The tiny devices are called light-level geolocators. They measure changing light intensity over a period of time.
“This technology is for continental movement, not local,” said Elbert. It’s needed because although the bird’s winter home is known, the bird is so rare that there are few reports on how they got there.
The locators measure the time the sun rises and the time the sun sets. That data later can be analyzed to recreate the bird’s migration routes and winter home locations, according to the pilot study.
The battery-powered solar cell locators last about nine months, according to Elbert.
To avoid hindering the bird, the locators stick to a five percent body weight rule researchers use when putting tracking devices on animals.
“You have to think about these things when tracking wildlife,” Donovan said. “How do I capture, what am I going to put on it and how am I going to get the data?”
The longer birds stay in a certain area, the more precise the location.
“It’s a conservation concern,” said Elbert. “The flight of Kirtland’s warbler is tied to human development and human interaction. Due to loss of habitat, humans have had a very active role in decline of this species, but can also protect with intervention.”
”Warblers carrying the unit can be located within hundreds of kilometers. Our goal in this study is to understand the relative path and if birds are wintering in the Bahamas,” Donovan said.
These endangered birds are picky nesters when arriving at their breeding grounds in the north. Weighing only about half an ounce, they nest on the ground underneath vast acres of jack pine trees.
“Called the bird of fire, it relies on jack pine trees between five and 15 years old,” Donovan said. ”Jack pines regenerate after fire.”
That’s a problem because people don’t like fires and jack pine fires are intense and big, he said
According to the DNR, they used to do burns but controlled burning is a very scary proposition. The 1980 Mack Lack fire in northeastern Michigan ended the prescribed burning.
“It burned about 25,000 acres and one person died,” said Donovan.
“That burn got so big, it ended up being the comeback of the warbler,” he said. “This showed us the importance of size of the habitat, we were managing it at too small of a scale.”
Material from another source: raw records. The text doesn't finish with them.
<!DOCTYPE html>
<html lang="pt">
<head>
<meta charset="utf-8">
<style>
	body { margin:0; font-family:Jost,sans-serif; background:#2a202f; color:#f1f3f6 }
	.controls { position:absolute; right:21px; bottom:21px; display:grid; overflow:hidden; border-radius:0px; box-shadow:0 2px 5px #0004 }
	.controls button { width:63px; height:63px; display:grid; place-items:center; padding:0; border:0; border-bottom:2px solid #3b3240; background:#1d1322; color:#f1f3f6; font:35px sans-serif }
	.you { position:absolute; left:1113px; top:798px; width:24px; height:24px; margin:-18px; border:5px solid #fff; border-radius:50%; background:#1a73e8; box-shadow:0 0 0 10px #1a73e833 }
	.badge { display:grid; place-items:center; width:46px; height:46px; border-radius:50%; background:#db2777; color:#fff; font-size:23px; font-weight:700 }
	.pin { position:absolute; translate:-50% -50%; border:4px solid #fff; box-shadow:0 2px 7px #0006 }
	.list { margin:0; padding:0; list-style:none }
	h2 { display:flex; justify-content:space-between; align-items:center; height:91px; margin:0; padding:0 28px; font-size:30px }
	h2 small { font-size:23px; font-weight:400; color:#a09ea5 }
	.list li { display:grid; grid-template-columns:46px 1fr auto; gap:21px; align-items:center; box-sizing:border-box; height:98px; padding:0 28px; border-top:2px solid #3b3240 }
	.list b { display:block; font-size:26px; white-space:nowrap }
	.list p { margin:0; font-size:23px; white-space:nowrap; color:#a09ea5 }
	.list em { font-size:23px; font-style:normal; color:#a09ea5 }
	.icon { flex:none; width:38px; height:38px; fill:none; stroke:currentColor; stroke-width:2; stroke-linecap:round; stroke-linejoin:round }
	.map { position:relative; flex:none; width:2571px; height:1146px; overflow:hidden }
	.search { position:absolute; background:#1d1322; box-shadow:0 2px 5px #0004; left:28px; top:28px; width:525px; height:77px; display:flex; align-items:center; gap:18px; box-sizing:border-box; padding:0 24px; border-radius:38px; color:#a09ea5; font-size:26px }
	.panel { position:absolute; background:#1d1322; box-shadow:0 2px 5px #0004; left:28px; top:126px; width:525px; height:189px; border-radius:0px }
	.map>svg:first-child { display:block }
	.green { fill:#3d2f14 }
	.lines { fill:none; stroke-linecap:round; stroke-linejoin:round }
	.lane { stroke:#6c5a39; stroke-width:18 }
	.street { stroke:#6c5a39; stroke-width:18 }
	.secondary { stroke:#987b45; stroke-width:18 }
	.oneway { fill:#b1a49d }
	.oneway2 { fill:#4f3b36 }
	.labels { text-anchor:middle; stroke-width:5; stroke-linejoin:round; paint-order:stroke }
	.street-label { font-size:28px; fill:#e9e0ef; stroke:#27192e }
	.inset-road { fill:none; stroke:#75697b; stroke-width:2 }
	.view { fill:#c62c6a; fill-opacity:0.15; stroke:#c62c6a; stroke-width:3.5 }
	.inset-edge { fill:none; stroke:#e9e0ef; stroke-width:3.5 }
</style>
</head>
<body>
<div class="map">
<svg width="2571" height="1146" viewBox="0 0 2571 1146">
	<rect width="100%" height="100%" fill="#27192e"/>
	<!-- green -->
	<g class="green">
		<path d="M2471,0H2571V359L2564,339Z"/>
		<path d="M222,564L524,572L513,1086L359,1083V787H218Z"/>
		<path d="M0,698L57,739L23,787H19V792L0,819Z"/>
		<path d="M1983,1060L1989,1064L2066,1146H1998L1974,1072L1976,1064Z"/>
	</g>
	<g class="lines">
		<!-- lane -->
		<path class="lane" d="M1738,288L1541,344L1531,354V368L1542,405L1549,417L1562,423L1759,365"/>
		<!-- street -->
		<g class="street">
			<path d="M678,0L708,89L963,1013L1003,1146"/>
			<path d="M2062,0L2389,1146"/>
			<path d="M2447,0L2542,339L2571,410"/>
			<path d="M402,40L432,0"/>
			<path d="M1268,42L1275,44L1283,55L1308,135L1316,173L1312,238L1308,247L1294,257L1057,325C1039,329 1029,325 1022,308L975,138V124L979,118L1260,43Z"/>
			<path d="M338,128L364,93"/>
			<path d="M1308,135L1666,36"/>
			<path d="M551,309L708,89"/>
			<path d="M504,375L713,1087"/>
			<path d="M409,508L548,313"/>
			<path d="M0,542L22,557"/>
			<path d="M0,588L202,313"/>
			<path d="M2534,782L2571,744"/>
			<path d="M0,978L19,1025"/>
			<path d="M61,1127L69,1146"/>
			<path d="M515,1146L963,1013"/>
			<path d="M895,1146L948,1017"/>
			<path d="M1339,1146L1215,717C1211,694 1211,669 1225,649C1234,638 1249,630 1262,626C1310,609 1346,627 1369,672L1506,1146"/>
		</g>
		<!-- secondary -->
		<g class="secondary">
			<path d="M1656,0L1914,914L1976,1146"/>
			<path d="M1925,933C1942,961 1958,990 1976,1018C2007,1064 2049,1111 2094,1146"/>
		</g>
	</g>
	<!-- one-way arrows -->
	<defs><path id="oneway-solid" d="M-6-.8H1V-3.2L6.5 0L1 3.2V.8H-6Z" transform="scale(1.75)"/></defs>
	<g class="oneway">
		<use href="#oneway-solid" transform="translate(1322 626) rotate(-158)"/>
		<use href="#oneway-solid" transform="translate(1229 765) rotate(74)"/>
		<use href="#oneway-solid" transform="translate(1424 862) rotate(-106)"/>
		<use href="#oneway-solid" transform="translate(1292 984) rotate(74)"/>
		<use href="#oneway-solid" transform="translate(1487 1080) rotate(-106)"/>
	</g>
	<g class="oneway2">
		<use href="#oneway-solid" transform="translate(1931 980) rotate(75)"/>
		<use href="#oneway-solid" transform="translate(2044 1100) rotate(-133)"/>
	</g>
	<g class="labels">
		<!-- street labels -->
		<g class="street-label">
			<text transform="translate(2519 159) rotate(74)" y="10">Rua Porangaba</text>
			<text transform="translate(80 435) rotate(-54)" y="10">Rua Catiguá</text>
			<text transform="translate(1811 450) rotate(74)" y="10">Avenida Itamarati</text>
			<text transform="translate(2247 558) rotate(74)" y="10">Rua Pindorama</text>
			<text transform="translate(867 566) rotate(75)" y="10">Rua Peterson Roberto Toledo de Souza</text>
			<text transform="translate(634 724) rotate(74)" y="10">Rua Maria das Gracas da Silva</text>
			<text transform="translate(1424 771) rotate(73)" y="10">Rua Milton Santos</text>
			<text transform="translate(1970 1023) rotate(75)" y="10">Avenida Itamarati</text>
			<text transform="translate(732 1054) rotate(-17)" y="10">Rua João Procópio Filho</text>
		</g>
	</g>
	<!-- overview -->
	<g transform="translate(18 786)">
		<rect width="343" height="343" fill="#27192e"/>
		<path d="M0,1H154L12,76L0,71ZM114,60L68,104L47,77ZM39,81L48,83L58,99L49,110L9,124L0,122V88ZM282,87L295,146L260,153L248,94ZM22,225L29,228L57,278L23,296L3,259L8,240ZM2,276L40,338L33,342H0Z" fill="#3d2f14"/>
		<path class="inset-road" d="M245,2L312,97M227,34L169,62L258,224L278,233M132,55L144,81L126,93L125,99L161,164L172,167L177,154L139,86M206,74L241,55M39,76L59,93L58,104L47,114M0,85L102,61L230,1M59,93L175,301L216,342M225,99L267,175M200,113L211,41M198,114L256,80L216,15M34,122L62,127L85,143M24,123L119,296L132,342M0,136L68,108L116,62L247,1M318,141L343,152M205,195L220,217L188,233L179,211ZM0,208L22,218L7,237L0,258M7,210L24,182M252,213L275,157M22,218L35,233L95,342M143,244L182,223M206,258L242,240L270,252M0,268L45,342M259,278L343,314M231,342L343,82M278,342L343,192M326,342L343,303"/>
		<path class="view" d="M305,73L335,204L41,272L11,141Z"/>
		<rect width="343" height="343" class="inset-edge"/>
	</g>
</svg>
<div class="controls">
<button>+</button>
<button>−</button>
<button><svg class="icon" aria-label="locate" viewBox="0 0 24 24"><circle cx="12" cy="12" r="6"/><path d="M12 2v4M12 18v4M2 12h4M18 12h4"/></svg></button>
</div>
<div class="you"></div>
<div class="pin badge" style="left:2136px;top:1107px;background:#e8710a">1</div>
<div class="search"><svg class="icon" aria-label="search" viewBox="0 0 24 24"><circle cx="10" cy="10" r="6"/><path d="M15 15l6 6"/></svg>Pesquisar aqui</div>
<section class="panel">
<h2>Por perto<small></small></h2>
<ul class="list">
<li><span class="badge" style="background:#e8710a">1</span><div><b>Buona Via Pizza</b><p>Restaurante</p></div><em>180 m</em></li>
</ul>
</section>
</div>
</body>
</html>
Now, the DNR cuts and plants jack pines in patterns that mimic a fire to manually produce the warbler’s habitat, Donovan said.
The geolocator technology is great for these birds because young jack pines allow a lot of light, Elbert said. This gives the geolocators the ability to capture the light more easily instead of if they were used for a species that lives deep in a forest.
Michigan’s conservation efforts have helped increase the bird’s population.
“In 1990 we were at 400 singing males in the entire population and now we’re over 2,000,” said Donovan.
There are risks to this study, Donovan said. Researchers have to avoid harming the birds during capture to fit them with the devices and during recapture to get the data. Straps on the packs can cause irritation and the environment can always present hazards.
“There’s always a small percent of damage or mortality due to the effort itself, which is unfortunate…hardest thing is we’re concerned about individuals but were worried about populations,” Donovan said.
The research will help gather the information needed to help give conservation efforts insight into the full life cycle and habits of this rare bird, he said.